GHOSTS AND EMPTY SOCKETS

Earlier this week I wrote about the closing of my hometown movie theater.  One could romanticize such things and say the decline and eventual disappearance of small town cinemas is in itself the story of how movies went from being a shared, communal dream to just another time killer, how we went from palaces to multiplexes.  That would, however, completely overlook another step in the process, the type of auditorium mostly gone and never mourned: The mall theater.

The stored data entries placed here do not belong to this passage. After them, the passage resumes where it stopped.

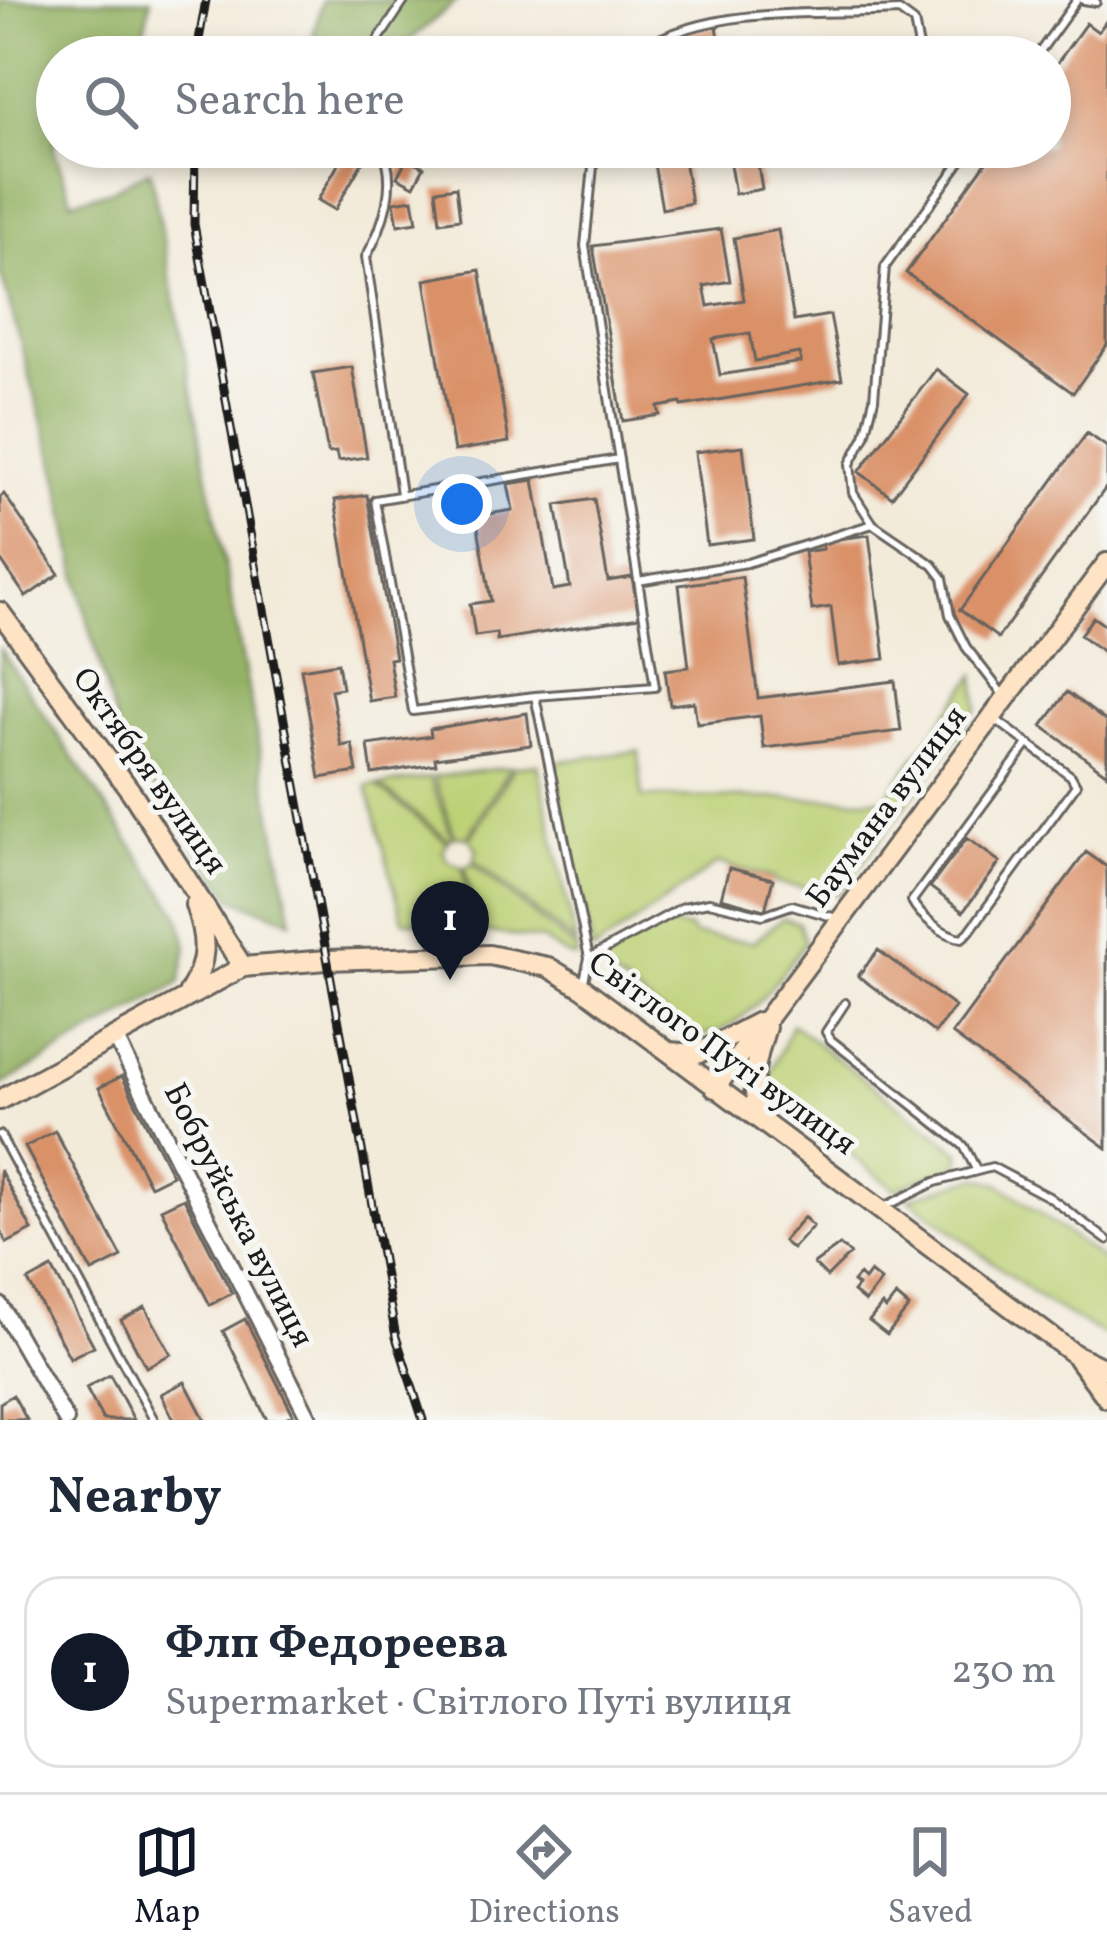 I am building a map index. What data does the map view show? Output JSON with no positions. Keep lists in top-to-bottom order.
{
  "streets": {
    "main road": ["Октября вулиця", "Баумана вулиця", "Світлого Путі вулиця"],
    "street": ["Бобруйська вулиця"]
  },
  "crossings": [
    ["Октября вулиця", "Світлого Путі вулиця"],
    ["Баумана вулиця", "Світлого Путі вулиця"],
    ["Світлого Путі вулиця", "Бобруйська вулиця"]
  ],
  "page": {
    "search": "Search here",
    "pins": "1",
    "heading": "Nearby",
    "list": [
      {
        "mark": "1",
        "name": "Флп Федореева",
        "note": "Supermarket · Світлого Путі вулиця",
        "value": "230 m"
      }
    ],
    "nav": ["Map", "Directions", "Saved"]
  }
} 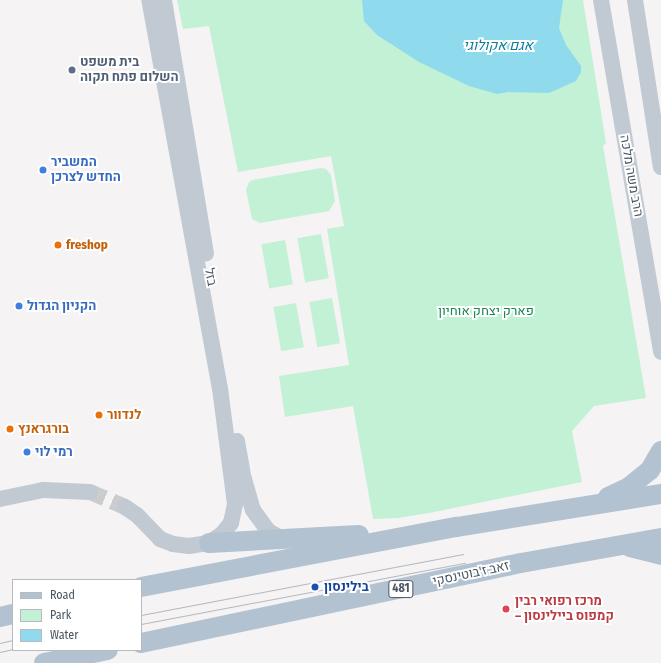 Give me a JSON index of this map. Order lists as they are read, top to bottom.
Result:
{
  "streets": {
    "main road": ["זאב ז'בוטינסקי", "481"],
    "street": ["הרב משה מלכה", "בזל"]
  },
  "water": ["אגם אקולוגי"],
  "parks": ["פארק יצחק אוחיון"],
  "places": [
    "בית משפט השלום פתח תקוה",
    "המשביר החדש לצרכן",
    "freshop",
    "הקניון הגדול",
    "לנדוור",
    "בורגראנץ",
    "רמי לוי",
    "בילינסון",
    "מרכז רפואי רבין – קמפוס ביילינסון"
  ],
  "legend": ["Road", "Park", "Water"]
}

Movie theaters had been built into shopping centers since the mid-sixties, but the trend didn't begin en masse until the seventies, when mall construction was ramped up under the delusion that these graceless bunkers could be "lifestyle emporiums", offering everything we could ever want--shopping, sure, but also food and entertainment.

Thus, with the same resemblance the offerings at Orange Julius or One Potato Two have to food, mall theaters had almost nothing in common with the grand cinemas that could still be found in most major cities: Two, three, maybe four crackerbox auditoriums, all with small screens, most with poor sightlines; small staffs, made up almost entirely of bored, surly teenagers with little idea how to run and maintain the projection equipment; and worst of all, a dark, dreary ambiance.

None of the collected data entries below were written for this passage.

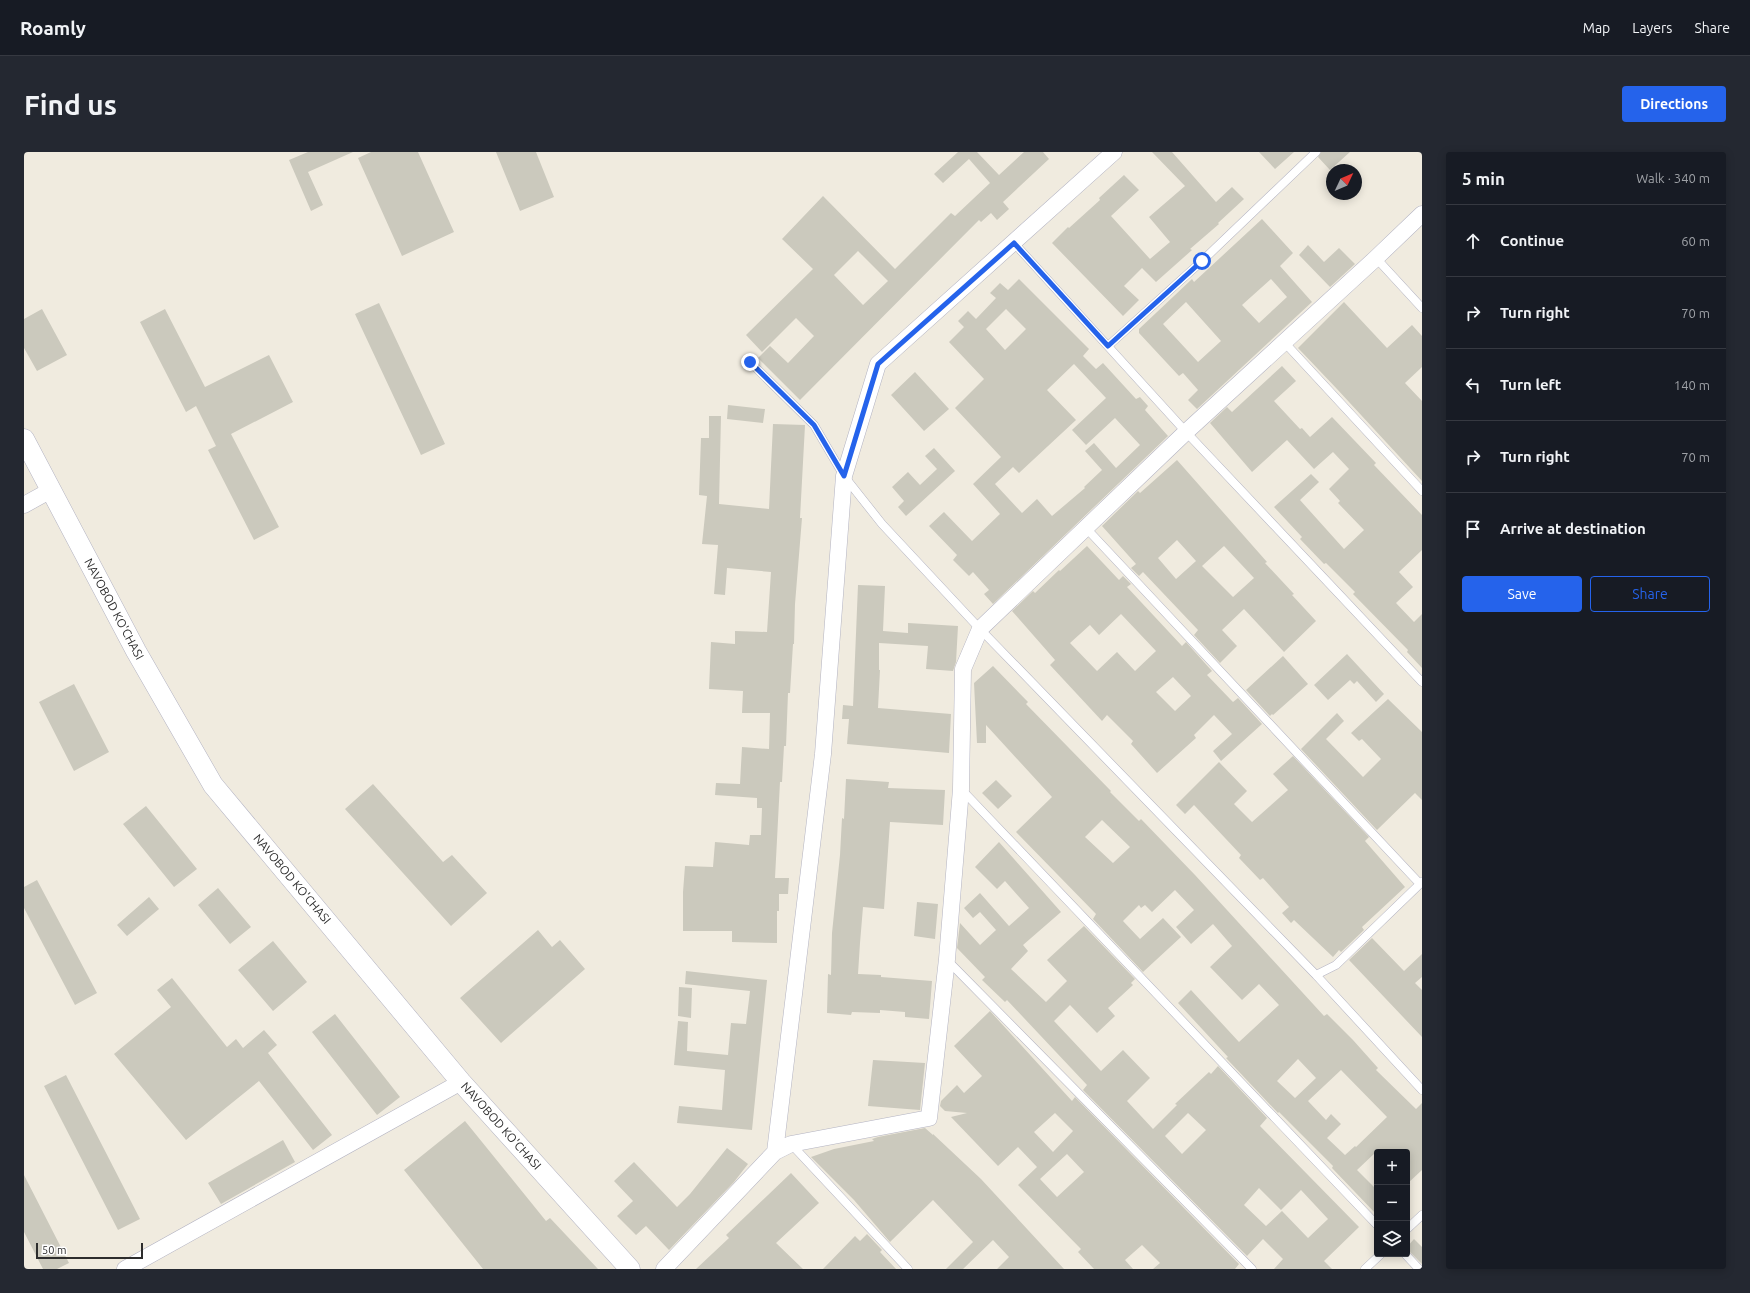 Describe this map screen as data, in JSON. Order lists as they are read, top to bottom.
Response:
{
  "streets": {
    "street": ["NAVOBOD KO'CHASI"]
  },
  "scale_bar": "50 m",
  "north": "top right",
  "page": {
    "header": "Roamly",
    "nav": ["Map", "Layers", "Share"],
    "buttons": [
      "Directions",
      ["Save", "Share"]
    ],
    "title": "Find us",
    "heading": ["5 min", "Walk · 340 m"],
    "list": [
      ["Continue", "60 m"],
      ["Turn right", "70 m"],
      ["Turn left", "140 m"],
      ["Turn right", "70 m"],
      "Arrive at destination"
    ],
    "map_buttons": ["+", "−"],
    "scale": "50 m"
  }
}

Here in Des Moines, showcase theaters still existed throughout the seventies and even into the early eighties.  The mighty River Hills and Riviera were reserved for the biggest of blockbusters--Earthquake, Star Wars, Superman and the like.  The Capri was for prestige offerings and Oscar bait, as was the Sierra.

The mall theaters were the Valley 3, the Southridge 3 and the Forum 4--or, to honor its neo-Roman logo, the Forvm IV.  They mostly showed the types of things people went to see--action, comedy, romance, Burt Reynolds pictures or Chevy Chase vehicles.  People may have enjoyed themselves, but the vibe was different.  They were no longer going out to the movies--they were going to the mall, and seeing a movie was something they did while they were there, in between swinging by The Gap and stopping at the food court.

Since most of the retail space in malls were targeted to young people, so too were most of the movies.  By the mid-eighties, the biggest blockbusters no longer played exclusively in the larger venues.  Sure, you could drive all the way downtown to see Top Gun at the River Hills, but why bother, since the Valley was closer, and you could shop at Foot Locker afterwards.  The more screens a movie played on, the easier it was to see it--no more lines, no more people being turned away.  Consequently, a hit wouldn't play all summer long, like Jaws or Grease.  It would have one, maybe two killer weekends, then head for video.

With the rise of disposable hits, theaters expanded, from six and seven screens to the googleplexes we have today.  The modern suburban multiplexes dealt a death blow to the mall theaters of old: more screens, bigger auditoriums, stadium seating, digital sound and projection.  Those out-of-focus, slightly misframed viewings of Pale Rider at the Valley 3 would officially be consigned to the past.

Miserable as they were, though, these theaters are still where I spent most of my movie-going life.  Maybe they didn't produce fond memories of the venues themselves, but they allowed me to see everything from Monty Python And The Holy Grail and Animal House to The Warriors and The Howling.  In that sense, they mattered.